- [Information provided]:
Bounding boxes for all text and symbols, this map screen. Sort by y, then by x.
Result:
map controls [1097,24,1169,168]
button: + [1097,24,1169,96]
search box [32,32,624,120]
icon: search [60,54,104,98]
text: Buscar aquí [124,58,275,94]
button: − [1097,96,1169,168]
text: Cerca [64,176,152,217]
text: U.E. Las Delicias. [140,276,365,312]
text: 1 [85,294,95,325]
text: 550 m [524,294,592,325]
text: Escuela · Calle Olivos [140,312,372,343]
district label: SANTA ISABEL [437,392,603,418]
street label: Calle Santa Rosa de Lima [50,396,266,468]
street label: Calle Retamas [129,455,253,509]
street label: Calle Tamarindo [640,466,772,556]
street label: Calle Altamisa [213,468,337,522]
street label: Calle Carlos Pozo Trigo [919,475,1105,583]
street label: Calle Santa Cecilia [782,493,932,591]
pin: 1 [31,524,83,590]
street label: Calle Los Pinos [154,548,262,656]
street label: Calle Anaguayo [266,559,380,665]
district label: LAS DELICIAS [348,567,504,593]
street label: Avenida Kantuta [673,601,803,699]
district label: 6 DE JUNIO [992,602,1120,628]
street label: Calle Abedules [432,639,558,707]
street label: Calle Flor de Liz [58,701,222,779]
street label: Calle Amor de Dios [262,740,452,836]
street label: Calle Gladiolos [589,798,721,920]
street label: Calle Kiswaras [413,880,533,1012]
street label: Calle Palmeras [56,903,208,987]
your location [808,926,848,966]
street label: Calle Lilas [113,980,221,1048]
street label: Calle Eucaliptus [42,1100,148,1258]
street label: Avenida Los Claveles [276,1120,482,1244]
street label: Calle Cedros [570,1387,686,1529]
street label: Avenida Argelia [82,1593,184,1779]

- [What you are asked to do]:
In full and without change, transcribe the data above.

- [Output of the task]:
Bounding boxes for all text and symbols, this map screen. Sort by y, then by x.
Result:
map controls [1097,24,1169,168]
button: + [1097,24,1169,96]
search box [32,32,624,120]
icon: search [60,54,104,98]
text: Buscar aquí [124,58,275,94]
button: − [1097,96,1169,168]
text: Cerca [64,176,152,217]
text: U.E. Las Delicias. [140,276,365,312]
text: 1 [85,294,95,325]
text: 550 m [524,294,592,325]
text: Escuela · Calle Olivos [140,312,372,343]
district label: SANTA ISABEL [437,392,603,418]
street label: Calle Santa Rosa de Lima [50,396,266,468]
street label: Calle Retamas [129,455,253,509]
street label: Calle Tamarindo [640,466,772,556]
street label: Calle Altamisa [213,468,337,522]
street label: Calle Carlos Pozo Trigo [919,475,1105,583]
street label: Calle Santa Cecilia [782,493,932,591]
pin: 1 [31,524,83,590]
street label: Calle Los Pinos [154,548,262,656]
street label: Calle Anaguayo [266,559,380,665]
district label: LAS DELICIAS [348,567,504,593]
street label: Avenida Kantuta [673,601,803,699]
district label: 6 DE JUNIO [992,602,1120,628]
street label: Calle Abedules [432,639,558,707]
street label: Calle Flor de Liz [58,701,222,779]
street label: Calle Amor de Dios [262,740,452,836]
street label: Calle Gladiolos [589,798,721,920]
street label: Calle Kiswaras [413,880,533,1012]
street label: Calle Palmeras [56,903,208,987]
your location [808,926,848,966]
street label: Calle Lilas [113,980,221,1048]
street label: Calle Eucaliptus [42,1100,148,1258]
street label: Avenida Los Claveles [276,1120,482,1244]
street label: Calle Cedros [570,1387,686,1529]
street label: Avenida Argelia [82,1593,184,1779]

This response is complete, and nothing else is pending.